This google flights scraper fits cleanly into:

- Fare-tracking jobs that alert when a route drops below a threshold
- Competitive pricing dashboards for travel agencies and OTAs
- Route and demand research across markets
- Data pipelines feeding a warehouse or a notebook for analysis

## Pricing

ScrapingBee bills successful requests. A request that fails with HTTP 500 is not charged. Scraping a Google URL through the HTML API is a flat rate, and toggling JS does not change it:

- Classic or Premium proxy: 20 credits per request
- Stealth proxy: 75 credits per request
- `ai_extract_rules`: adds 5 credits

Current rate card: [scrapingbee.com/pricing](https://www.scrapingbee.com/pricing/).

## FAQ

**Is there an official Google Flights API?**
No.

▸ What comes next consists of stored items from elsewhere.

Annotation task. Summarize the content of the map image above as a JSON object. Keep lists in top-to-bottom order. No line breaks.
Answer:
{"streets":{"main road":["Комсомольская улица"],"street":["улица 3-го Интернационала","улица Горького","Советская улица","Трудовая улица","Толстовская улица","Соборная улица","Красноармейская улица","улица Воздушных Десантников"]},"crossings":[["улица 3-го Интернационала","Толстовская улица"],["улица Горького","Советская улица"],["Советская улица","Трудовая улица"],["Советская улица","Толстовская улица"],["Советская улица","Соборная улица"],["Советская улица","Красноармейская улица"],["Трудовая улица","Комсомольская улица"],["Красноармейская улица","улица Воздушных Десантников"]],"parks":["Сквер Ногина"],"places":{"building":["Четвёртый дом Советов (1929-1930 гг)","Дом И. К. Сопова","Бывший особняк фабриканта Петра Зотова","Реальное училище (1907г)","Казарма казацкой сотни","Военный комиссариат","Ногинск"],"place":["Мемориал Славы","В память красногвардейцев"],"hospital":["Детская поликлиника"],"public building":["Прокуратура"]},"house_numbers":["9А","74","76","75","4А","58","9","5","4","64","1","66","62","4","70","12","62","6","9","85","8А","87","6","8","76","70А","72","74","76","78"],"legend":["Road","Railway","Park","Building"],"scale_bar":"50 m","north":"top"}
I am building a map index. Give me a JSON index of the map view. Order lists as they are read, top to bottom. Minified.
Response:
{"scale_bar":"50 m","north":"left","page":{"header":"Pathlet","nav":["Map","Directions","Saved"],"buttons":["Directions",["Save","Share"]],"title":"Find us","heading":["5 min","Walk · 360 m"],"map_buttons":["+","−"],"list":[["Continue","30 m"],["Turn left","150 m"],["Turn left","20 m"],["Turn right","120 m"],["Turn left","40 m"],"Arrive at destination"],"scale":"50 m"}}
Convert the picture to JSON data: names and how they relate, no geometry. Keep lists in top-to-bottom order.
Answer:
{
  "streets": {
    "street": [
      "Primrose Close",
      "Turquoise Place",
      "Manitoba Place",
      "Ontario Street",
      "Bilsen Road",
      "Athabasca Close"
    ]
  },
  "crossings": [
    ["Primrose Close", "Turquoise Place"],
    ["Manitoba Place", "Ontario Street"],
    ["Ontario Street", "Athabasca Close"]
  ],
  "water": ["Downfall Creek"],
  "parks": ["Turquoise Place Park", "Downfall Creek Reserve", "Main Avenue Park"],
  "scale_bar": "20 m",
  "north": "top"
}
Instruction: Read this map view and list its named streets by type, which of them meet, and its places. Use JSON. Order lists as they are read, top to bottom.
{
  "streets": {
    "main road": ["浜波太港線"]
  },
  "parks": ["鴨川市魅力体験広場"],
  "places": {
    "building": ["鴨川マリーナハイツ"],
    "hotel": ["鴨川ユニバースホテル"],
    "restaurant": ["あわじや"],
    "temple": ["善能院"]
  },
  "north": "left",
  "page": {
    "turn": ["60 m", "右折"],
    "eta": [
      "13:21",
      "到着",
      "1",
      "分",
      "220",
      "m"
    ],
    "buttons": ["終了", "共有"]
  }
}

Google does not offer a public Google Flights API for fares, so a scraper API that renders the public page is the practical route. This package wraps that approach.

**Why not parse the HTML myself?**
You can, but Google Flights uses obfuscated, rotating class names. Defining `ai_extract_rules` is more durable than maintaining selectors that break every few weeks.

**Can I target a specific country or currency view?**
Yes. Set `country_code` together with `premium_proxy=True`. The country code has no effect without a premium proxy.

**Does it handle the Google consent page?**
Yes. The client sends the Google `CONSENT` cookie by default. Disable it with `skip_consent=False`.

## Documentation

- [Google Flights scraper API](https://www.scrapingbee.com/scrapers/google-flights-scraper/)
- [ScrapingBee documentation](https://www.scrapingbee.com/documentation/)
- [Data extraction rules](https://www.scrapingbee.com/documentation/data-extraction/)
- [ScrapingBee pricing](https://www.scrapingbee.com/pricing/)

## License

MIT

## Disclaimer

This is an unofficial Python client built on top of the ScrapingBee web scraping API. It is not affiliated with ScrapingBee or Google. Scrape only public pages, and comply with Google's terms of service and applicable data-protection law.